<<<<

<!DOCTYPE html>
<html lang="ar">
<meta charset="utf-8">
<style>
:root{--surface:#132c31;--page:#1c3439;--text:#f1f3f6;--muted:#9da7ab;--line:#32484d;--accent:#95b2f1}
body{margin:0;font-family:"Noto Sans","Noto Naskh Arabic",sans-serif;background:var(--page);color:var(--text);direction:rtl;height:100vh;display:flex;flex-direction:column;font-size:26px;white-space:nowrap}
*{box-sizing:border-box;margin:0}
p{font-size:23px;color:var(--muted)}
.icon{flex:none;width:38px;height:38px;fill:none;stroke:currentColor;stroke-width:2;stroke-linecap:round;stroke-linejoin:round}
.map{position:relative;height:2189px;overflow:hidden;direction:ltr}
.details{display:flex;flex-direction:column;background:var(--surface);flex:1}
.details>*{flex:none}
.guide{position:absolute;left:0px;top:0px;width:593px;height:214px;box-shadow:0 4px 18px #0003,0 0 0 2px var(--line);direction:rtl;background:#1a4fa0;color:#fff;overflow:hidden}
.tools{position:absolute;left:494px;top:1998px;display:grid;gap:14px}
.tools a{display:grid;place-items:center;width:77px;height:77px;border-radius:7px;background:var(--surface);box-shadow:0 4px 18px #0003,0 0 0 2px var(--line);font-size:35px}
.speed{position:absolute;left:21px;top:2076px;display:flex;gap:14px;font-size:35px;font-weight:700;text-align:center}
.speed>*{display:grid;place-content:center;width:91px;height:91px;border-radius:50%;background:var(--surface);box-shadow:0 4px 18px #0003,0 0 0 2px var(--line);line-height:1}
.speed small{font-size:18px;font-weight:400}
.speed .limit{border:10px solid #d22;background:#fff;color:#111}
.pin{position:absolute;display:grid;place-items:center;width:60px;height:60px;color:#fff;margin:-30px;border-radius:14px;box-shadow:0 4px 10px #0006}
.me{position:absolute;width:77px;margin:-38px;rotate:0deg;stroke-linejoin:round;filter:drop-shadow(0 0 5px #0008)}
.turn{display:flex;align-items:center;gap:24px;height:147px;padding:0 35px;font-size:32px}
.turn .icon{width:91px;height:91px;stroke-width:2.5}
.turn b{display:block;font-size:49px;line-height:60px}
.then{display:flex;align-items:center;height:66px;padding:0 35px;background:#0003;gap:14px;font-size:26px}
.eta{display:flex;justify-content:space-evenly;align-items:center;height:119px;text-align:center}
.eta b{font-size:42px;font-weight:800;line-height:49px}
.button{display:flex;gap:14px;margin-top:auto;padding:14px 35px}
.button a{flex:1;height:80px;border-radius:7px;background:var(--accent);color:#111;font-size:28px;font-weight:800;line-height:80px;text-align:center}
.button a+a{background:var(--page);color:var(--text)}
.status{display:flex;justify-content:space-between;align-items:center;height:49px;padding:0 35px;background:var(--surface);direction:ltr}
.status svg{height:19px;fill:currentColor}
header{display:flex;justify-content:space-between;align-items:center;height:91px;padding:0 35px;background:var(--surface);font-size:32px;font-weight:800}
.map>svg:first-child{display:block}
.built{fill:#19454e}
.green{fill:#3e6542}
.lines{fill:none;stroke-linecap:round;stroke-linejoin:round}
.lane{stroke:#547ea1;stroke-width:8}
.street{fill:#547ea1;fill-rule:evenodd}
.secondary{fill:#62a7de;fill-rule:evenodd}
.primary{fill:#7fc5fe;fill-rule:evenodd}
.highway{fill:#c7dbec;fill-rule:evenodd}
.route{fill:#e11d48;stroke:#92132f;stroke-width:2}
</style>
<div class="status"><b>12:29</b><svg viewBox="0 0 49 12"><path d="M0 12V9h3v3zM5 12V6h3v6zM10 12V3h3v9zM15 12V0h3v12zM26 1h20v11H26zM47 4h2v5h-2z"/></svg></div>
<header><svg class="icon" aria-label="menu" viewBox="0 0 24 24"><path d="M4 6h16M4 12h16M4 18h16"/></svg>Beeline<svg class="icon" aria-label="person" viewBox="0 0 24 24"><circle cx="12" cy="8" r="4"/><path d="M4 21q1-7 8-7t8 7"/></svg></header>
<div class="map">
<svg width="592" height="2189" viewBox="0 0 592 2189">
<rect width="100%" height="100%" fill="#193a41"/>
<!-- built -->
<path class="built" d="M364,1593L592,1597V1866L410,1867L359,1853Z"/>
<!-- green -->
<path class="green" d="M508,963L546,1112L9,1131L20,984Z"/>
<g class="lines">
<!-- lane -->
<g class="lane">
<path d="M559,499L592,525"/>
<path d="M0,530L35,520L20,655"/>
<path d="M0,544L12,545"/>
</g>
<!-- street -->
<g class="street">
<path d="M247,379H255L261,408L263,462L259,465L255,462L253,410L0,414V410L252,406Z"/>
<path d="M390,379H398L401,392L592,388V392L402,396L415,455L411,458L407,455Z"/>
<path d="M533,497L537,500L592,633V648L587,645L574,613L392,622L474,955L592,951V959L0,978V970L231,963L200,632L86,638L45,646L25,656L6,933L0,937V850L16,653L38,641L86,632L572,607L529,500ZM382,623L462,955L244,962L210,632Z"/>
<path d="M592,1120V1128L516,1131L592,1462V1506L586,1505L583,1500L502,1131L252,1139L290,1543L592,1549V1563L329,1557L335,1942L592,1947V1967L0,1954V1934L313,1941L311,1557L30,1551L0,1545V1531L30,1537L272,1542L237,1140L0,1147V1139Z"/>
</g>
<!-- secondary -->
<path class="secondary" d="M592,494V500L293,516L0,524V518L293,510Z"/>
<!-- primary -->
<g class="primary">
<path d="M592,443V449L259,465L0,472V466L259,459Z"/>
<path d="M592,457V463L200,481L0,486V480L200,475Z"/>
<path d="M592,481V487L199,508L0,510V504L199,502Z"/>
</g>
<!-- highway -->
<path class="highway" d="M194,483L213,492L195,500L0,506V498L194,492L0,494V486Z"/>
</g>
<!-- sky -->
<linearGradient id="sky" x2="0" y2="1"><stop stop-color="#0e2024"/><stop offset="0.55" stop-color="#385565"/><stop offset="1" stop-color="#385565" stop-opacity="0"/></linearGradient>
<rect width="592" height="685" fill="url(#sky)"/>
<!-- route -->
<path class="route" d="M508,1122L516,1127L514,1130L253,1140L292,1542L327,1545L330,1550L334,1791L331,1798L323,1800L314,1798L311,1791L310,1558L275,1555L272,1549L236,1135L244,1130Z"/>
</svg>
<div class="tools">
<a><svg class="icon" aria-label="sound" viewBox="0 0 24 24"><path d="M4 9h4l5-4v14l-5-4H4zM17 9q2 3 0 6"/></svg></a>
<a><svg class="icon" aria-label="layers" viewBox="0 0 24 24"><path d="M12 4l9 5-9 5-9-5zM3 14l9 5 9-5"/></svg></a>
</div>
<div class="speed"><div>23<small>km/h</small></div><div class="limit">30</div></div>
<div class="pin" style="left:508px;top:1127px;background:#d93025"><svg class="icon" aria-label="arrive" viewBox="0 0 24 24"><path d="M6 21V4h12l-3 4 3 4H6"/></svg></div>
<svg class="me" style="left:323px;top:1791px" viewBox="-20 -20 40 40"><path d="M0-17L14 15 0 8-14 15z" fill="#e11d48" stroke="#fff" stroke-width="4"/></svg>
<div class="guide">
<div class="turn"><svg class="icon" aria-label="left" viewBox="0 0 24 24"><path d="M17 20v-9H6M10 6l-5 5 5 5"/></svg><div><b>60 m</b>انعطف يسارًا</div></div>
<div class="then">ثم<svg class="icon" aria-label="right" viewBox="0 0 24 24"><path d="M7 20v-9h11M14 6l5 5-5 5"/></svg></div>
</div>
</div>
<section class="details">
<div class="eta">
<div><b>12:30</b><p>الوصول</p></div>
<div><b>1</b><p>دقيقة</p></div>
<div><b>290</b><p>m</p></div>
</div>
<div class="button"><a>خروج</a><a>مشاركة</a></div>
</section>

>>>>

▶ **What to produce**:
In the listing above, find each line with the word "direction" and return it.

▶ **Written answer**:
body{margin:0;font-family:"Noto Sans","Noto Naskh Arabic",sans-serif;background:var(--page);color:var(--text);direction:rtl;height:100vh;display:flex;flex-direction:column;font-size:26px;white-space:nowrap}
.map{position:relative;height:2189px;overflow:hidden;direction:ltr}
.details{display:flex;flex-direction:column;background:var(--surface);flex:1}
.guide{position:absolute;left:0px;top:0px;width:593px;height:214px;box-shadow:0 4px 18px #0003,0 0 0 2px var(--line);direction:rtl;background:#1a4fa0;color:#fff;overflow:hidden}
.status{display:flex;justify-content:space-between;align-items:center;height:49px;padding:0 35px;background:var(--surface);direction:ltr}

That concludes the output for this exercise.